The Wild Mammals of Missouri
Second Revised Edition
Charles W. Schwartz & Elizabeth R. Schwartz
392 pages
8.5 x 11
72, 326 line drawings, 72 maps, tables, keys to species

Formats available:
Paperback   $50.00 SH
ISBN: 978-0-8262-1359-4

About the Book

Prepared by two of Missouri's most distinguished conservationists, The Wild Mammals of Missouri has been the definitive guide to mammals of this state for over forty years. Now the University of Missouri Press is pleased to release an updated edition, revised by Elizabeth R. Schwartz, reflecting the changes in Missouri's mammalian fauna and including the latest taxonomic revisions.

Maintaining the original's successful format and the language that made the book accessible to both professional and lay readers, the revised edition incorporates throughout new knowledge of the various species of mammals of Missouri. Most notable is the addition of a new resident species, the nine-banded armadillo. Several other taxonomic and distributional changes are reflected and the range maps have been revised to show significant changes.

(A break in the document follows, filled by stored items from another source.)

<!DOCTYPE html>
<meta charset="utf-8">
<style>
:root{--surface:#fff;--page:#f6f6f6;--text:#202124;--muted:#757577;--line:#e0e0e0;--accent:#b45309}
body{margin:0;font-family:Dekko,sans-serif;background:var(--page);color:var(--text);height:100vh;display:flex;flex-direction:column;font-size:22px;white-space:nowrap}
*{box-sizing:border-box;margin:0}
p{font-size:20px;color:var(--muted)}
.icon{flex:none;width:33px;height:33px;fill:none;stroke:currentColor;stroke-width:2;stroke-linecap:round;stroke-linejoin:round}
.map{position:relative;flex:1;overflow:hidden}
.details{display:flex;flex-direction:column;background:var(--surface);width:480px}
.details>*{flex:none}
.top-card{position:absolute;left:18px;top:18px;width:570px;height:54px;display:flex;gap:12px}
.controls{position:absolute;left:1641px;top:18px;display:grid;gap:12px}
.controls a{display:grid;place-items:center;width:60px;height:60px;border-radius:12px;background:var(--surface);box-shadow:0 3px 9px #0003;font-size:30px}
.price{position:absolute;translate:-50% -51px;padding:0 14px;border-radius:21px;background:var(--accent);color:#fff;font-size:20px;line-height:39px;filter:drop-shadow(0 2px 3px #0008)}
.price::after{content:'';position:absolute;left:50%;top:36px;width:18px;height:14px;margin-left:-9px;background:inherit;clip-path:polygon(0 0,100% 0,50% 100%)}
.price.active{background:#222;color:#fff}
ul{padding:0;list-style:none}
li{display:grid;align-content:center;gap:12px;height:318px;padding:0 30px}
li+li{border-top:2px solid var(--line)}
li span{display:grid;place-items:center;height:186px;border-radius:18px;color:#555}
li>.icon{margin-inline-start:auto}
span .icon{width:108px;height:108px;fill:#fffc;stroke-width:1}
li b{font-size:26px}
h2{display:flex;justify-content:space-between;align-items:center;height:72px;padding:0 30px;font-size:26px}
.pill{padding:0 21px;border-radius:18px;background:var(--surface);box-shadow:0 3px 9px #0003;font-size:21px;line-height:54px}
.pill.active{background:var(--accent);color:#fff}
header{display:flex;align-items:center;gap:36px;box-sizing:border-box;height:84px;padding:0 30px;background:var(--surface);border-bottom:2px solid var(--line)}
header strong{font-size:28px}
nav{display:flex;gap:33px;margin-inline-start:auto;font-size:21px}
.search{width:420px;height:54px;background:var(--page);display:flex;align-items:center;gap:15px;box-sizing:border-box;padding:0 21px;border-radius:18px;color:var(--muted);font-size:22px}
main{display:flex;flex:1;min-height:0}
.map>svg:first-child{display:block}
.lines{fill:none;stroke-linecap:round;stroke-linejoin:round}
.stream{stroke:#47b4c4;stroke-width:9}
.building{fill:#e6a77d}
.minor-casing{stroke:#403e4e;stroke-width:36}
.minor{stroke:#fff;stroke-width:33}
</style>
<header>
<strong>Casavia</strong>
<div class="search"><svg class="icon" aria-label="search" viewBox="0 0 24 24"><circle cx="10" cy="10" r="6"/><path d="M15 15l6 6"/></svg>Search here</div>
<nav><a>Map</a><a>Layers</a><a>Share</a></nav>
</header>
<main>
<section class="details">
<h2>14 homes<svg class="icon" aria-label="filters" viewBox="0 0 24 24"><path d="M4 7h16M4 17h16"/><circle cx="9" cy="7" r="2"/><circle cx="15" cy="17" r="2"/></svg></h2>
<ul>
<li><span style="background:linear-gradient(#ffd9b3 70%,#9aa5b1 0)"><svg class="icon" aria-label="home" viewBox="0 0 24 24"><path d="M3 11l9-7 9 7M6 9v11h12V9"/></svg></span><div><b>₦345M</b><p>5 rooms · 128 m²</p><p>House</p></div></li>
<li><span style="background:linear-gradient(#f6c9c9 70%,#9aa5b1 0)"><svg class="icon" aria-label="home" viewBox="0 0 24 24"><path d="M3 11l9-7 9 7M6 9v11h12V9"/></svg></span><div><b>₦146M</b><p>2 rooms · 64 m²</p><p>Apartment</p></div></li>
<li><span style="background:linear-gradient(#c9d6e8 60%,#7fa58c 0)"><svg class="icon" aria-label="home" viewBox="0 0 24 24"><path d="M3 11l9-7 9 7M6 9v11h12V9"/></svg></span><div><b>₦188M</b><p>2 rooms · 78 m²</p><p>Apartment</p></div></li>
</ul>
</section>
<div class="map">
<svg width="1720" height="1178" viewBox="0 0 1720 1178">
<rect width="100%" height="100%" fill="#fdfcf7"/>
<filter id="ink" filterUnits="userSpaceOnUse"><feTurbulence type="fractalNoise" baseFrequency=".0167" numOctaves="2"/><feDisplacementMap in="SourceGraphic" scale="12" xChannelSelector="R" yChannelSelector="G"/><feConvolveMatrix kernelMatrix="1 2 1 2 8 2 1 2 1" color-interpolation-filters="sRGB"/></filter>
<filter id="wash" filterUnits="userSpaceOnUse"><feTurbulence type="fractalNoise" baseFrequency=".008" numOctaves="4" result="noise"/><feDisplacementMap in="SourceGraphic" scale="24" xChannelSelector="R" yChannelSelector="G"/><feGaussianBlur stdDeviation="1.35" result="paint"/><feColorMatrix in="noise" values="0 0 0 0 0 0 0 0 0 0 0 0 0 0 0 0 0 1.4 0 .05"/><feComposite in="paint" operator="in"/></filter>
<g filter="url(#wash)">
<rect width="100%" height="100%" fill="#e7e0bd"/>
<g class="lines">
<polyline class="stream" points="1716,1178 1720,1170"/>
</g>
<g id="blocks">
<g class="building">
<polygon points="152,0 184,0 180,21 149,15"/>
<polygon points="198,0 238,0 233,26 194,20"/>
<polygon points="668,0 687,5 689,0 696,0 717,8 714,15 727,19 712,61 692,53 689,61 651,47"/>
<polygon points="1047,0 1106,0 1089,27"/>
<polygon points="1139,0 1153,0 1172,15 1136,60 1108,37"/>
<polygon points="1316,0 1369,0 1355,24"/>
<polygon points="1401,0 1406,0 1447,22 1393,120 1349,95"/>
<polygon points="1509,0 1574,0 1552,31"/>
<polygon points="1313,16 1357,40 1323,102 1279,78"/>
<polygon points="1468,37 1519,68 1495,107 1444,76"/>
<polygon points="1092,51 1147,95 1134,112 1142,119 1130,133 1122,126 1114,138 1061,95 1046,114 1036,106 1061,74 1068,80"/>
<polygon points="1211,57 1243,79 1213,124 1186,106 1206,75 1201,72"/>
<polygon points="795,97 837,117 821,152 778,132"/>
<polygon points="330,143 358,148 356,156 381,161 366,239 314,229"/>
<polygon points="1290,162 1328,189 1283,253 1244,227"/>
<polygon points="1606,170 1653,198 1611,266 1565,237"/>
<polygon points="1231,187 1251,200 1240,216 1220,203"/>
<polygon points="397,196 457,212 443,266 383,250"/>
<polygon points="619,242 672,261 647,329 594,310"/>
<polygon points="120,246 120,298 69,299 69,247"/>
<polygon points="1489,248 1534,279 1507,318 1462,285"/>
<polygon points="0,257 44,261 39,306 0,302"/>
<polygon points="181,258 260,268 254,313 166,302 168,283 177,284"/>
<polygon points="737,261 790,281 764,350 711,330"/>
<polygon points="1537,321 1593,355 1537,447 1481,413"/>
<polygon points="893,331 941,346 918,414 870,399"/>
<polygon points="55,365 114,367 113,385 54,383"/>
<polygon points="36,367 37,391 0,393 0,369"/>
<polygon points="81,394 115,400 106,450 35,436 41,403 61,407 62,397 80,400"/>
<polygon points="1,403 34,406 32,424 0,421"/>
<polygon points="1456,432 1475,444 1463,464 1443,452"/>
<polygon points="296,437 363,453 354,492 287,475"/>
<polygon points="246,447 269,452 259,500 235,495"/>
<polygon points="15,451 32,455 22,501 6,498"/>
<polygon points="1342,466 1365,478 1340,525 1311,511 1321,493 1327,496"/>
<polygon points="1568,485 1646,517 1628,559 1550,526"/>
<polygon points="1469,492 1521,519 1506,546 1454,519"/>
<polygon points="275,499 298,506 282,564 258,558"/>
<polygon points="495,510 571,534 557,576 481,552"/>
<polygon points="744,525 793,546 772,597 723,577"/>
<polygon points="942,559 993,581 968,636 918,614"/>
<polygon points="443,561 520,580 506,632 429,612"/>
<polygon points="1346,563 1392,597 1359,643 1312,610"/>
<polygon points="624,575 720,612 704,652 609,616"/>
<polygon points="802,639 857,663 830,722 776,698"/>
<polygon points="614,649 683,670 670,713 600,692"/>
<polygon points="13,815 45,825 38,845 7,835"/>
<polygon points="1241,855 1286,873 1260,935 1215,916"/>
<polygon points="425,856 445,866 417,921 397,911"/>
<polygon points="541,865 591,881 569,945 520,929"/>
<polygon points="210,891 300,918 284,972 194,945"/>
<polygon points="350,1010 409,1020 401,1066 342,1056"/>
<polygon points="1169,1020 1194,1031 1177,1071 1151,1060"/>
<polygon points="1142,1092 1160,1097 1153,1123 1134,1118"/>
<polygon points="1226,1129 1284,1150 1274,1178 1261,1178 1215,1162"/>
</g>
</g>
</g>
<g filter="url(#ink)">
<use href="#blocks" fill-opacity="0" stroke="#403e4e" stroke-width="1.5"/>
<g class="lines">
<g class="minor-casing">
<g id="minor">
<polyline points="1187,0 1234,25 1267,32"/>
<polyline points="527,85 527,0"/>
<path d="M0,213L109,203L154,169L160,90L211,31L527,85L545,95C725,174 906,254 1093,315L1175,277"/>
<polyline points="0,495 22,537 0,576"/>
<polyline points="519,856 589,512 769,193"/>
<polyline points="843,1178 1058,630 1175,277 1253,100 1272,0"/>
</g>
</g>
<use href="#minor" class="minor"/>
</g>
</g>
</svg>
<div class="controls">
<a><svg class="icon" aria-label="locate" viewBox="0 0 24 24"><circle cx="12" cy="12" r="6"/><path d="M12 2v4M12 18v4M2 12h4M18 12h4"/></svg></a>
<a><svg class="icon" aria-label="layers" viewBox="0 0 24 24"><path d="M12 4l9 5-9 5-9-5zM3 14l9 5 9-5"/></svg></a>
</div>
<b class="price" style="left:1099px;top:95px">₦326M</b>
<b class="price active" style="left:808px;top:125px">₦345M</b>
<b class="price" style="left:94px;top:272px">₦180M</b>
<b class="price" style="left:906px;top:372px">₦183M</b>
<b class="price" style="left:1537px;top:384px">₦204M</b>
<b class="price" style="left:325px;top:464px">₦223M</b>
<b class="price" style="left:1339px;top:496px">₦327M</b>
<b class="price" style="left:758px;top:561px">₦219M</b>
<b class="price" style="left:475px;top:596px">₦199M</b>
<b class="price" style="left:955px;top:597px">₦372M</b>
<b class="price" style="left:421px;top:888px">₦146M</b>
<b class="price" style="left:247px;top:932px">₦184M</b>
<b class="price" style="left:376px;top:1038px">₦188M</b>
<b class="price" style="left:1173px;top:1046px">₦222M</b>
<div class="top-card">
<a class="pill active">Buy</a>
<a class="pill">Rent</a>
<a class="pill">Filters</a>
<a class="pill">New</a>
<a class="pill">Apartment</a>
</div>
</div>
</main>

Charles Schwartz's meticulously rendered drawings capture the spirit of his subjects while remaining technically accurate. These drawings range from fully rendered portraits to illustrations of dentition and skulls, tracks, and other identifying characteristics, to vignettes showing the mammals engaged in characteristic behaviors. Also included in this volume are discussions of all biological and ecological aspects of the mammals including distribution and abundance, habitat and home, habits, food, reproduction, adversities faced, and conservation and management concerns.

The Schwartzes' lifelong dedication to state and national conservation and their vast biological knowledge are apparent throughout the pages of this attractive reference guide. People of all ages and backgrounds will find The Wild Mammals of Missouri an invaluable guide to the study of Missouri's mammals.


Charles W. Schwartz, who died in 1991, was with the Missouri Department of Conservation for forty years, serving as biologist, author, wildlife photographer, and wildlife artist. His illustrations for Aldo Leopold's A Sand County Almanac are particularly well known. Elizabeth R. Schwartz, who since retirement lives in Coeur d'Alene, Idaho, was employed with the Department of Conservation for over thirty years as biologist, author, and assistant in wildlife photography. Together this husband-and-wife team has written or illustrated thirteen other books and many technical papers for scientific journals and popular articles for magazines. They have also produced some twenty-four motion pictures and numerous TV programs, which have received both national and international awards. The Schwartzes also have received recognition by the North American Wildlife Society for four of their technical publications and motion pictures.